Worries about a trade war causing a recession have become global. Investors are concerned about retaliatory tariffs, with China responding with counter-measures that could lead to a worst-case trade scenario. Stock markets worldwide have dropped, and investors are seeking safety by buying bonds, which is pushing interest rates down.
Why having a balanced investment plan matters now
Market fear can create buying opportunities
The VIX index, often called the market’s “fear gauge,” spikes during major market drops like in 2008 and 2020. These are times when investors feel most nervous and worried things won’t improve.

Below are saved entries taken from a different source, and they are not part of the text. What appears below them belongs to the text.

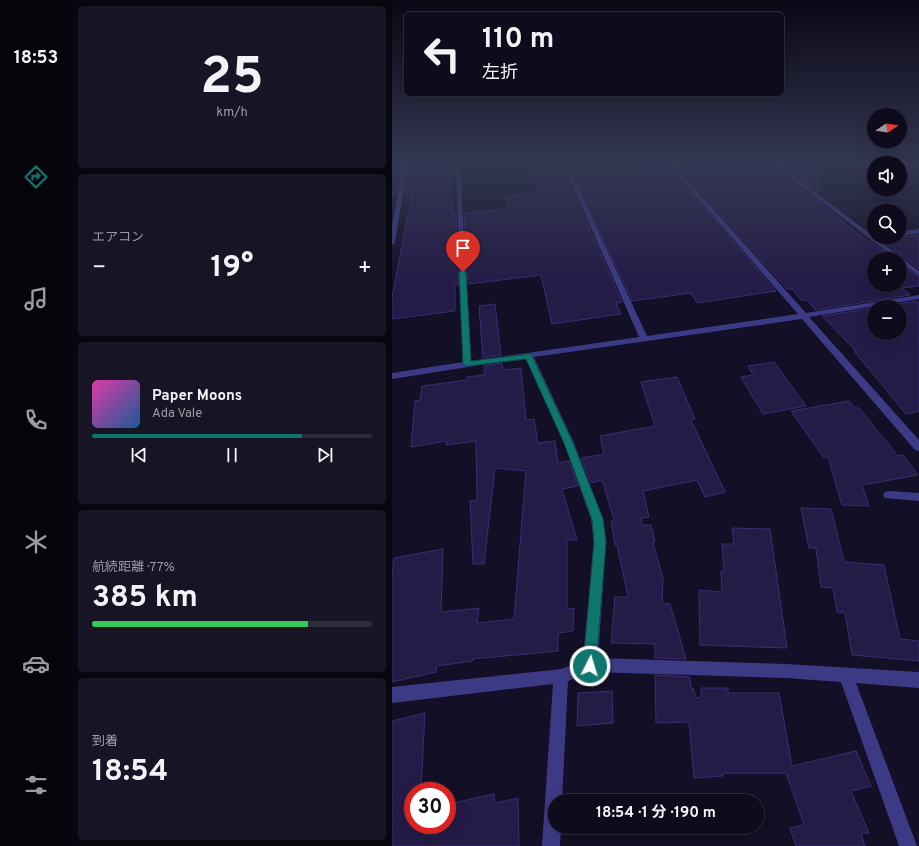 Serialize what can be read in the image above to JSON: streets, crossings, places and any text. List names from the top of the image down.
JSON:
{
  "north": "right",
  "page": {
    "tabs": "18:53",
    "tile": [
      ["25", "km/h"],
      "エアコン",
      ["航続距離 · 77%", "385 km"],
      ["到着", "18:54"]
    ],
    "turn": ["110 m", "左折"],
    "map_buttons": ["+", "−"],
    "heat": ["−", "19°", "+"],
    "song": ["Paper Moons", "Ada Vale"],
    "limit": "30",
    "trip": "18:54 · 1 分 · 190 m"
  }
} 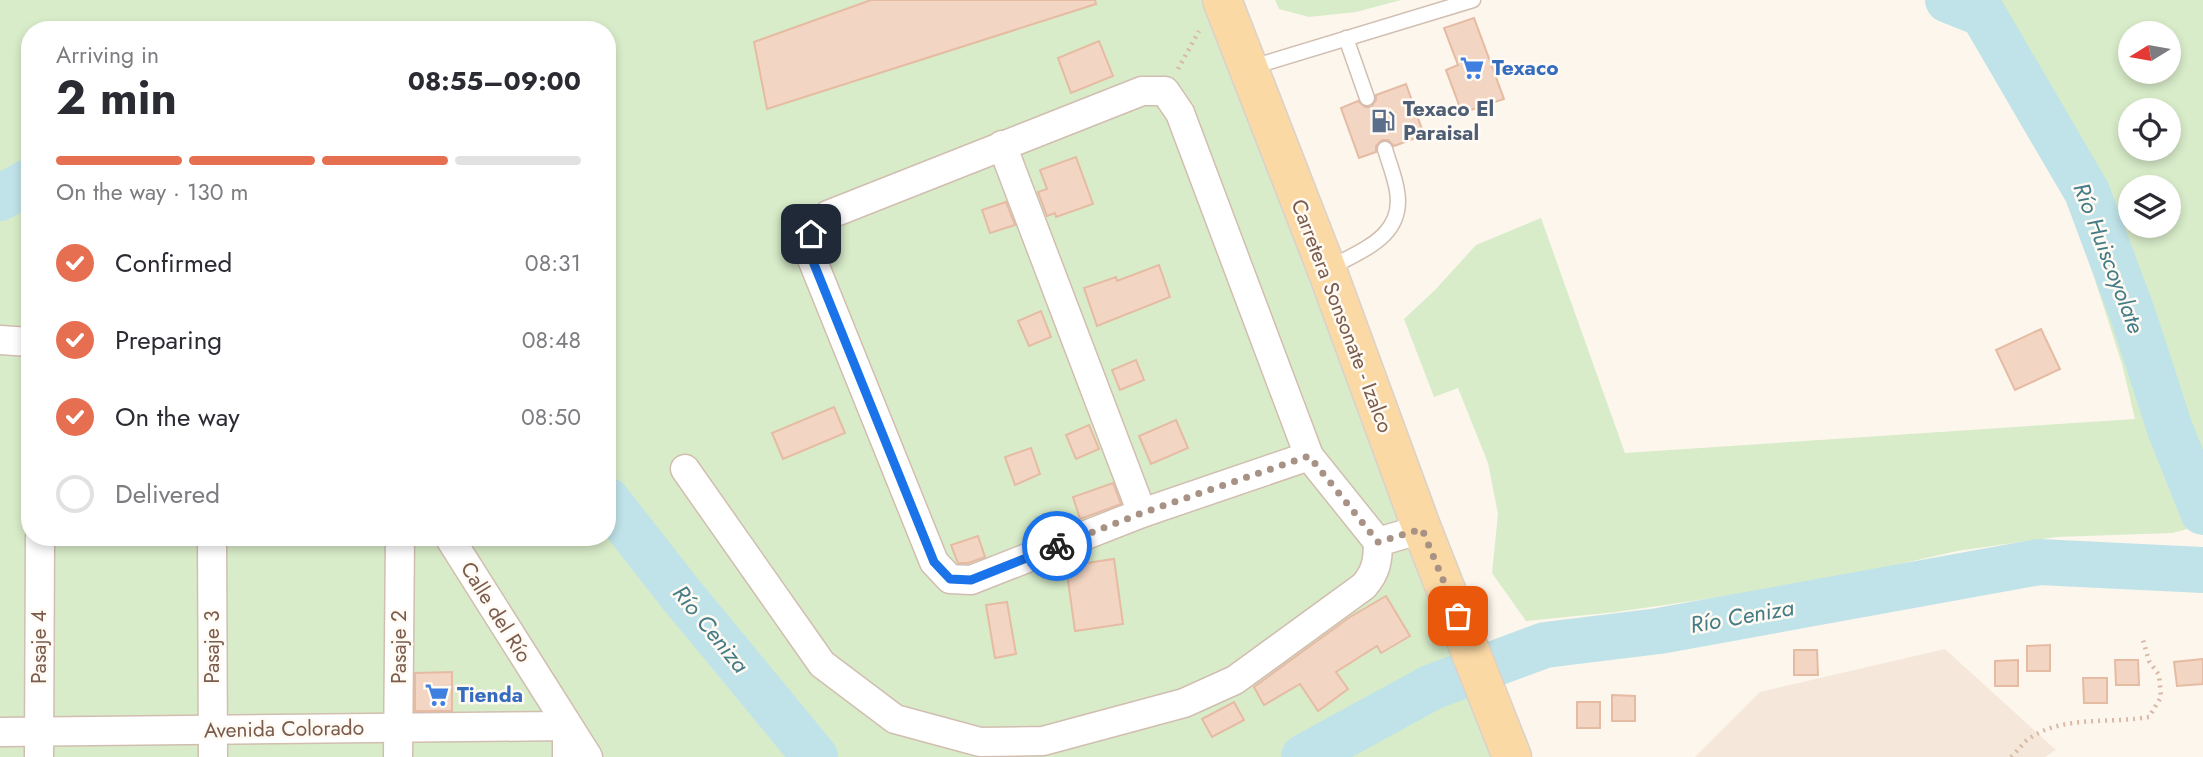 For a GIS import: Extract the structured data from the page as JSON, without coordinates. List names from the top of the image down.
{
  "streets": {
    "main road": ["Carretera Sonsonate - Izalco"],
    "street": [
      "Calle del Río",
      "Pasaje 4",
      "Pasaje 3",
      "Pasaje 2",
      "Avenida Colorado"
    ]
  },
  "crossings": [
    ["Calle del Río", "Avenida Colorado"],
    ["Pasaje 4", "Avenida Colorado"],
    ["Pasaje 3", "Avenida Colorado"],
    ["Pasaje 2", "Avenida Colorado"]
  ],
  "water": ["Río Huiscoyolate", "Río Ceniza"],
  "places": {
    "supermarket": ["Texaco", "Tienda"],
    "fuel station": ["Texaco El Paraisal"]
  },
  "north": "left",
  "page": {
    "heading": ["2 min", "Arriving in", "08:55–09:00"],
    "bar": "On the way · 130 m",
    "list": [
      ["Confirmed", "08:31"],
      ["Preparing", "08:48"],
      ["On the way", "08:50"],
      "Delivered"
    ]
  }
}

The chart also shows how the S&P 500 performed in the year following these fear spikes. While no one can predict exactly what will happen in any given year, history shows that some of the best investment opportunities appear when fear is highest. As Warren Buffett famously said, be “fearful when others are greedy, and greedy when others are fearful.”
This isn’t about trying to time the market perfectly. Even when fear is high, markets may not bounce back right away. Instead, consider this support for taking a big-picture view of your investments. Market downturns often create attractive prices, making it sensible to consider adding to – not running from – these assets.
Investment prices are more reasonable today
Which investments have helped this year? Bonds have performed well as interest rates have fallen, helping to balance portfolios and offset losses in stocks. Bonds typically show less dramatic price swings than stocks and often move in the opposite direction. This is why investors say “bonds zig when stocks zag.” Holding assets that don’t all move in the same direction helps prepare for difficult times.
After years of strong stock market gains, prices now look more reasonable compared to company earnings. The S&P 500’s price-to-earnings ratio (a measure of value) has fallen to 20.7x. Some sectors like Technology, Communication Services, and Consumer Discretionary have seen bigger drops in their valuations.
The bottom line? Both protecting your money and seeking growth opportunities matter during market uncertainty. This balanced approach helps manage risk while allowing you to benefit from opportunities that appear during fearful times. In the long run, holding an appropriate mix of investments remains the best way to reach your financial goals.